Mach went on to release a series of well-regarded EPs, but his true coming out was with 2016’s seminal HBO (Haitian Body Odor), which repurposed a slur term used against Haitians as a coming out party and his first widely-recognized classic. It also showcased Mach’s avant-garde business models. He eventually created a limited edition multi-position vinyl, using a pressing method that was so advanced it left producer Timbaland and rapper 2 Chainz with their mouths agape when they saw it on Vice TV. That version is rumored to have sold for $5,000. Speaking on his market philosophy to Billboard magazine, he said: “Ask yourself what you would pay for one hour of happiness.
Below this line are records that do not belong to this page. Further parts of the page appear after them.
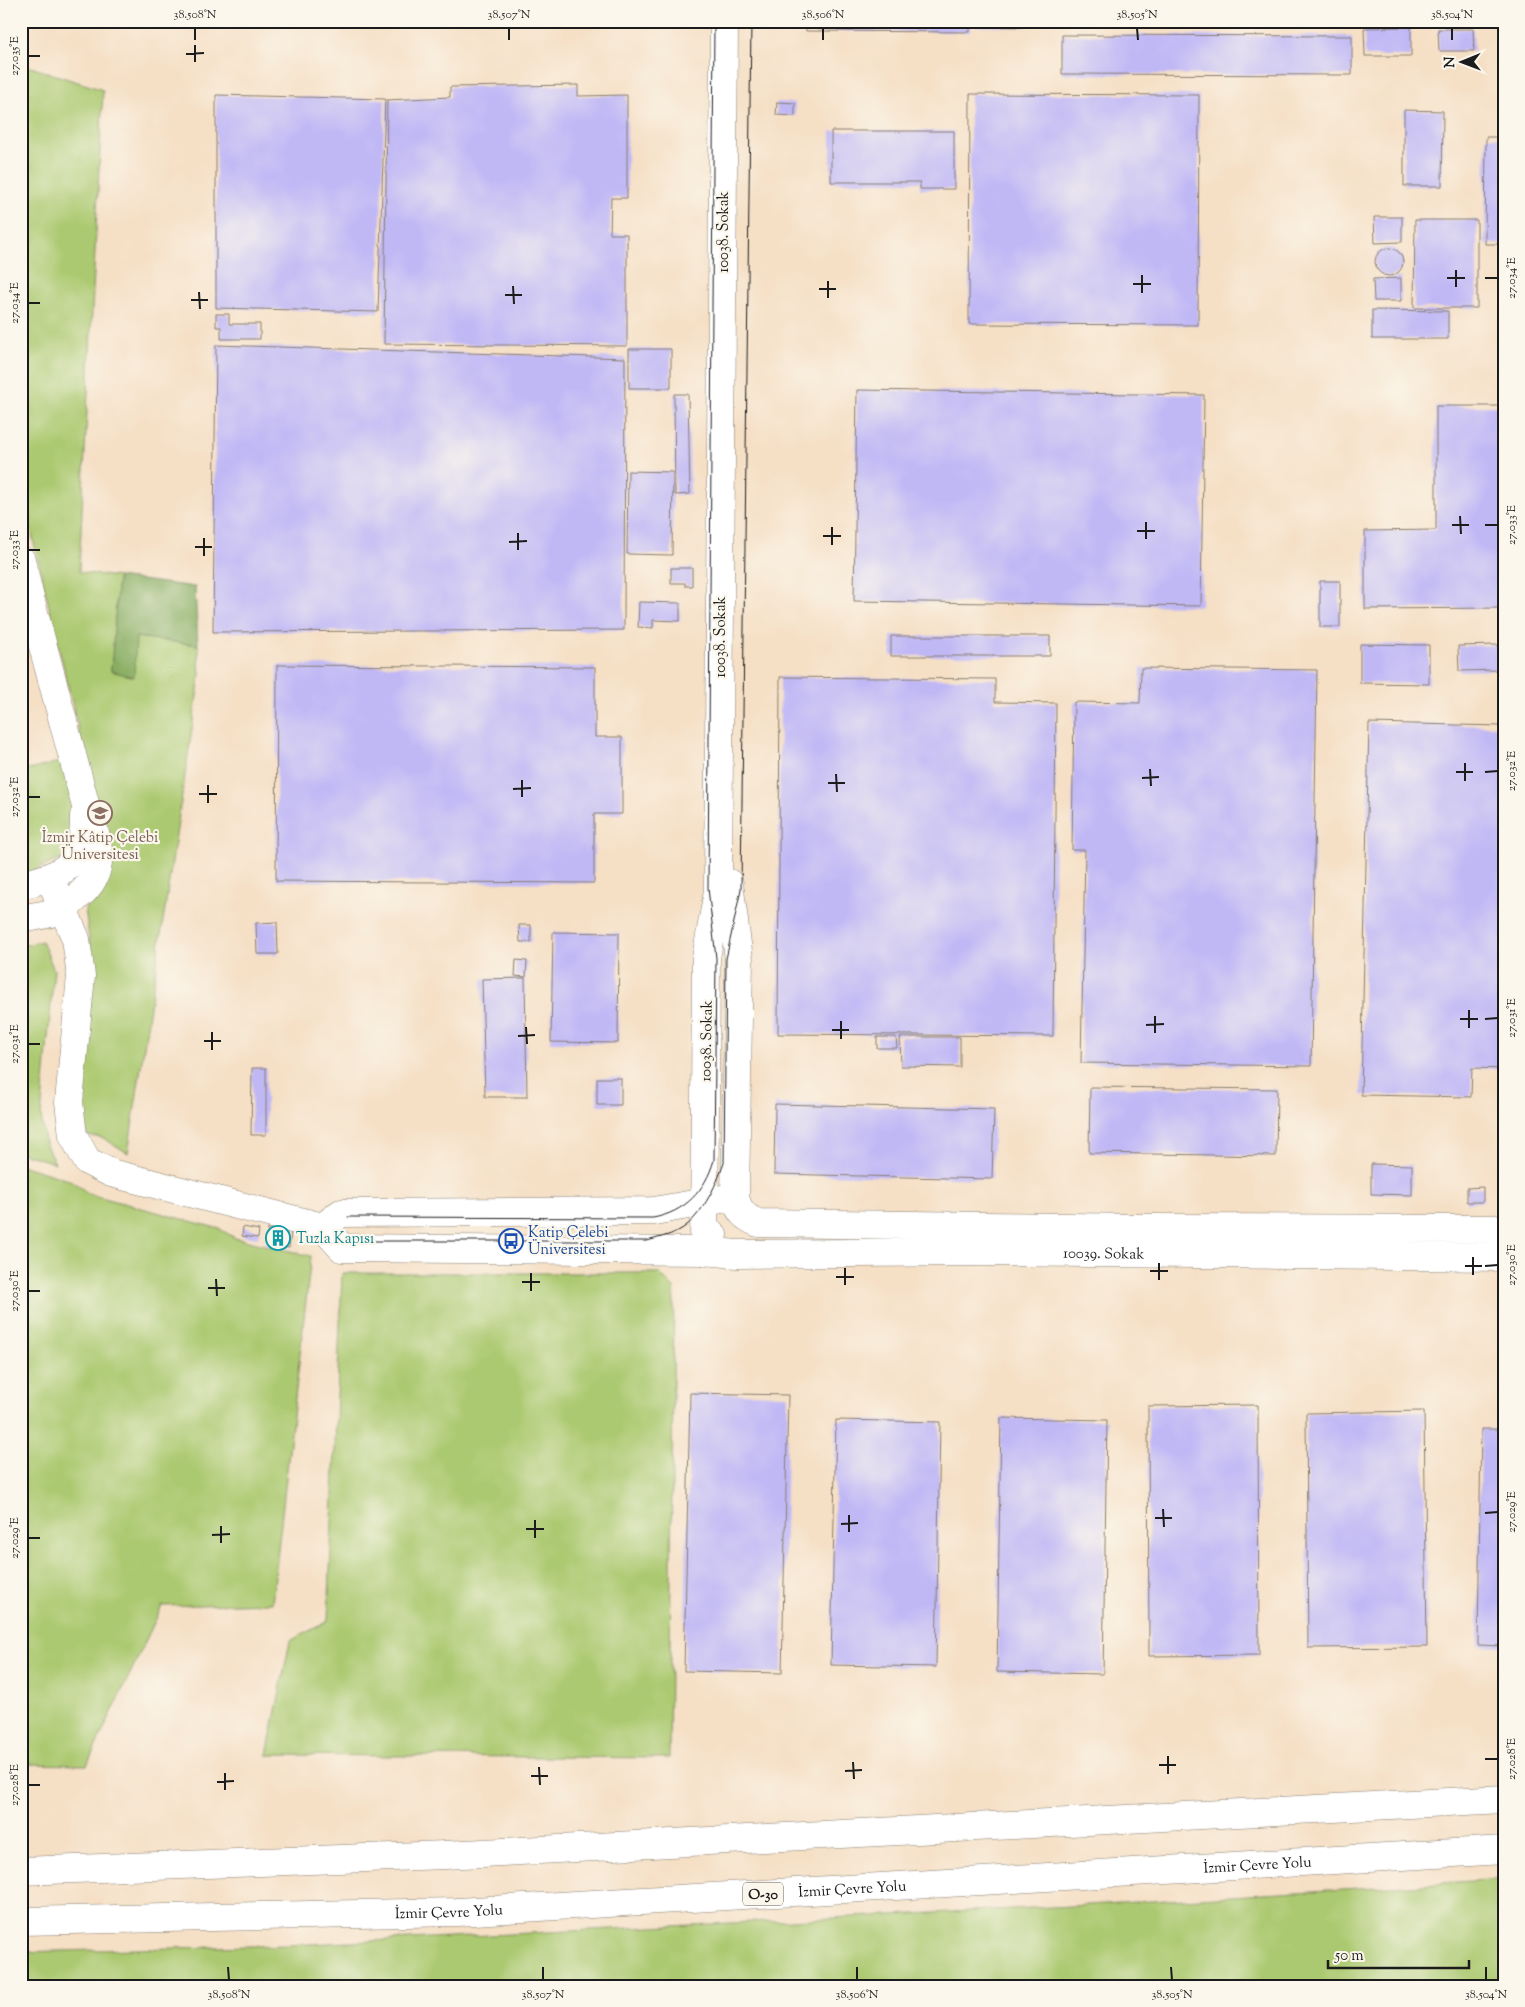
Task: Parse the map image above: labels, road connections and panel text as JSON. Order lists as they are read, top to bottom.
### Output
{
  "streets": {
    "main road": [
      "10038. Sokak",
      "10039. Sokak",
      "İzmir Çevre Yolu",
      "O-30"
    ]
  },
  "crossings": [
    ["10038. Sokak", "10039. Sokak"]
  ],
  "places": {
    "school or university": ["İzmir Kâtip Çelebi Üniversitesi"],
    "building": ["Tuzla Kapısı"],
    "bus stop": ["Katip Çelebi Üniversitesi"]
  },
  "scale_bar": "50 m",
  "north": "left",
  "coordinates": [
    "38.508°N",
    "38.507°N",
    "38.506°N",
    "38.505°N",
    "38.504°N",
    "27.035°E",
    "27.034°E",
    "27.033°E",
    "27.032°E",
    "27.031°E",
    "27.030°E",
    "27.029°E",
    "27.028°E"
  ]
}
Would you pay $300 for one hour of happiness? Now, if I told you that one hour of happiness, that one hour where you will be transported outside of yourself, what if I told you that was infinitely repeatable by you whensoever you chose to do it again with no limitation on it other than you having the time to listen to it. Do you think one hour of happiness whenever you want it is worth $300? It’s that simple. I think it’s worth way more than $300, but I created a number where I felt people could engage with it, and it would let me know that at least this person is making an effort. I do not want it in the wrong hands.”
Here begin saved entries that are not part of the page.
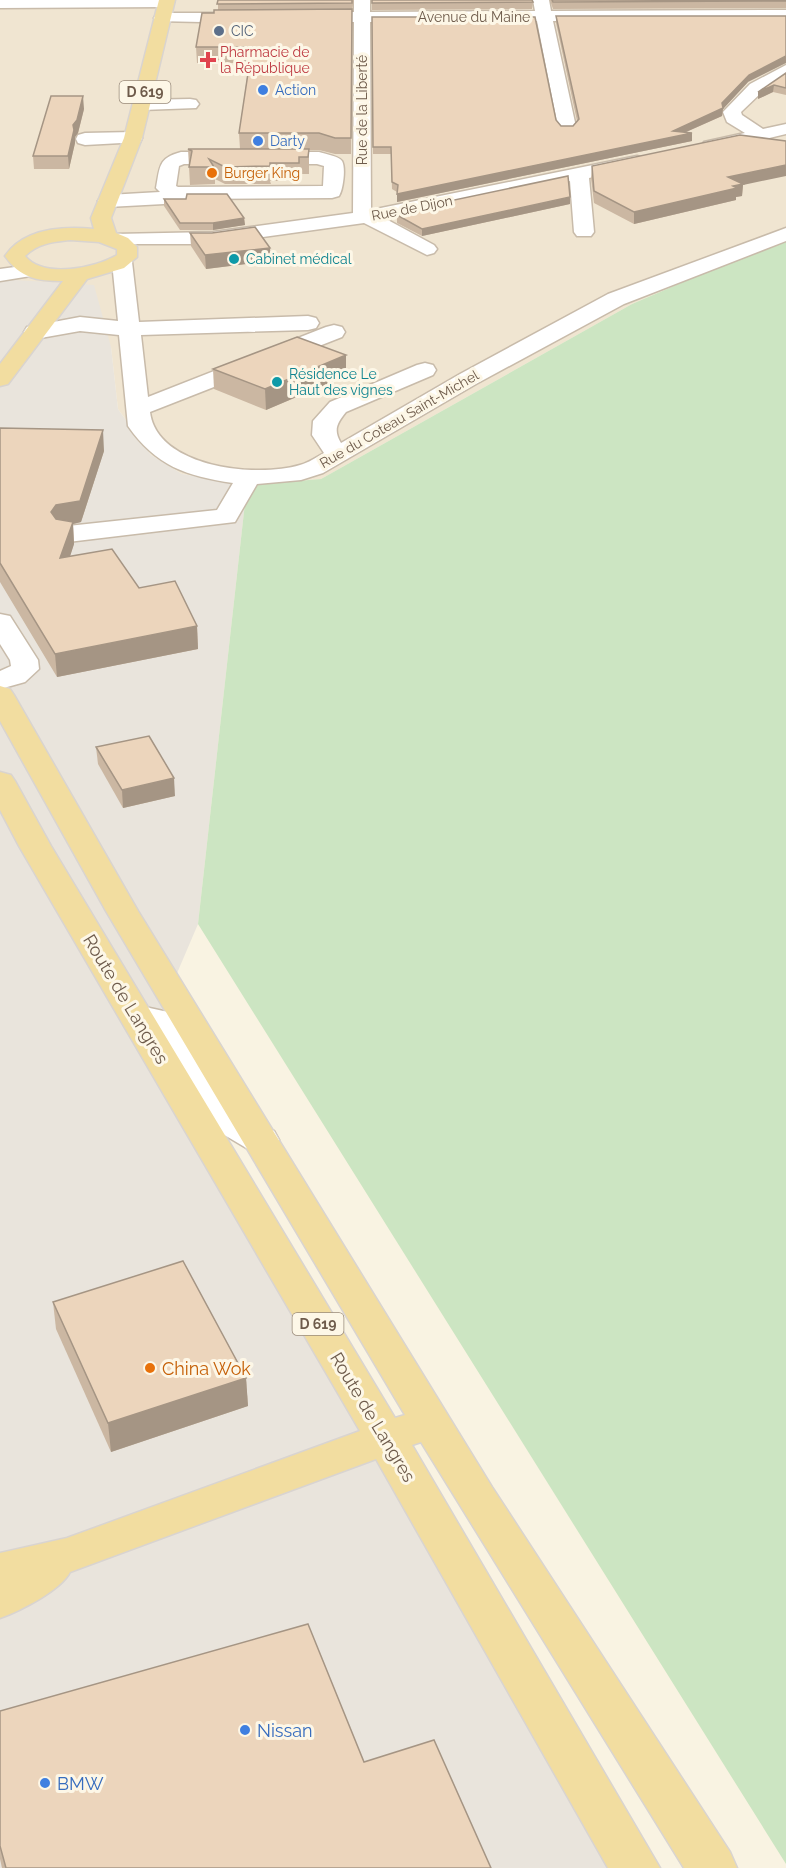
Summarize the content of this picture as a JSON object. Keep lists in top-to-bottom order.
{
  "streets": {
    "main road": ["D 619", "Route de Langres"],
    "street": [
      "Avenue du Maine",
      "Rue de la Liberté",
      "Rue de Dijon",
      "Rue du Coteau Saint-Michel"
    ]
  },
  "crossings": [
    ["Avenue du Maine", "Rue de la Liberté"],
    ["Rue de la Liberté", "Rue de Dijon"],
    ["Rue de Dijon", "Rue du Coteau Saint-Michel"]
  ],
  "places": {
    "other": [
      "CIC",
      "Action",
      "Darty",
      "Burger King",
      "Cabinet médical",
      "Résidence Le Haut des vignes",
      "China Wok",
      "Nissan",
      "BMW"
    ],
    "health": ["Pharmacie de la République"]
  }
}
His special edition releases are masterpieces featuring pop-up cases, foil packs, skull candles, and more—all sold through his own internet-based storefront, www.billy-z.com. Uproxx.com listed him amongst their round-up of “The Most Ingenious, Innovative Independent Rap Release Models,” writing that, “For the past several years, artists have bundled low quality, mass-produced merch to their music in order to bolster their Billboard figures. But in Mach’s case, he added a limited supply of functional, well done merch to his physicals in order to bolster the value of what his fans are receiving.” There are also real-life scavenger hunts, like his collaboration with Tidal where he instructed the streaming platform’s X (then Twitter) followers to go to a grocery market in the Bronx and inquire about a bag of lemons at the counter, in support of 2020’s Mach’s Hard Lemonade. One person who made the trip was rewarded with not only a free bag of lemons, but a swag bag including a copy of the album and valuable on-theme merchandise.
Exclusivity has been an integral part of Mach’s brand, giving off the aura of a man rapping from the penthouse of a billion-dollar high-rise complex, covered with spray painted Basquiat tags, hidden in the middle of a magic forest only accessible by solving age-old riddles. But now, Mach-Hommy is interested in being more forward-facing. “I’m on my Hommy Appleseed shit,” he says. “Now that I’ve done the so-called impossible, the next thing for me to do is make sure this music spreads all over—making sure samples are cleared so the music can play wherever I need it to play. I may have been contracting before because that was what was good for me in that place. Now I’m in a place where I should expand. But don’t expect to see anything weighing down the impact and the style of how I present material. I’m still gonna be Mach-Hommy.”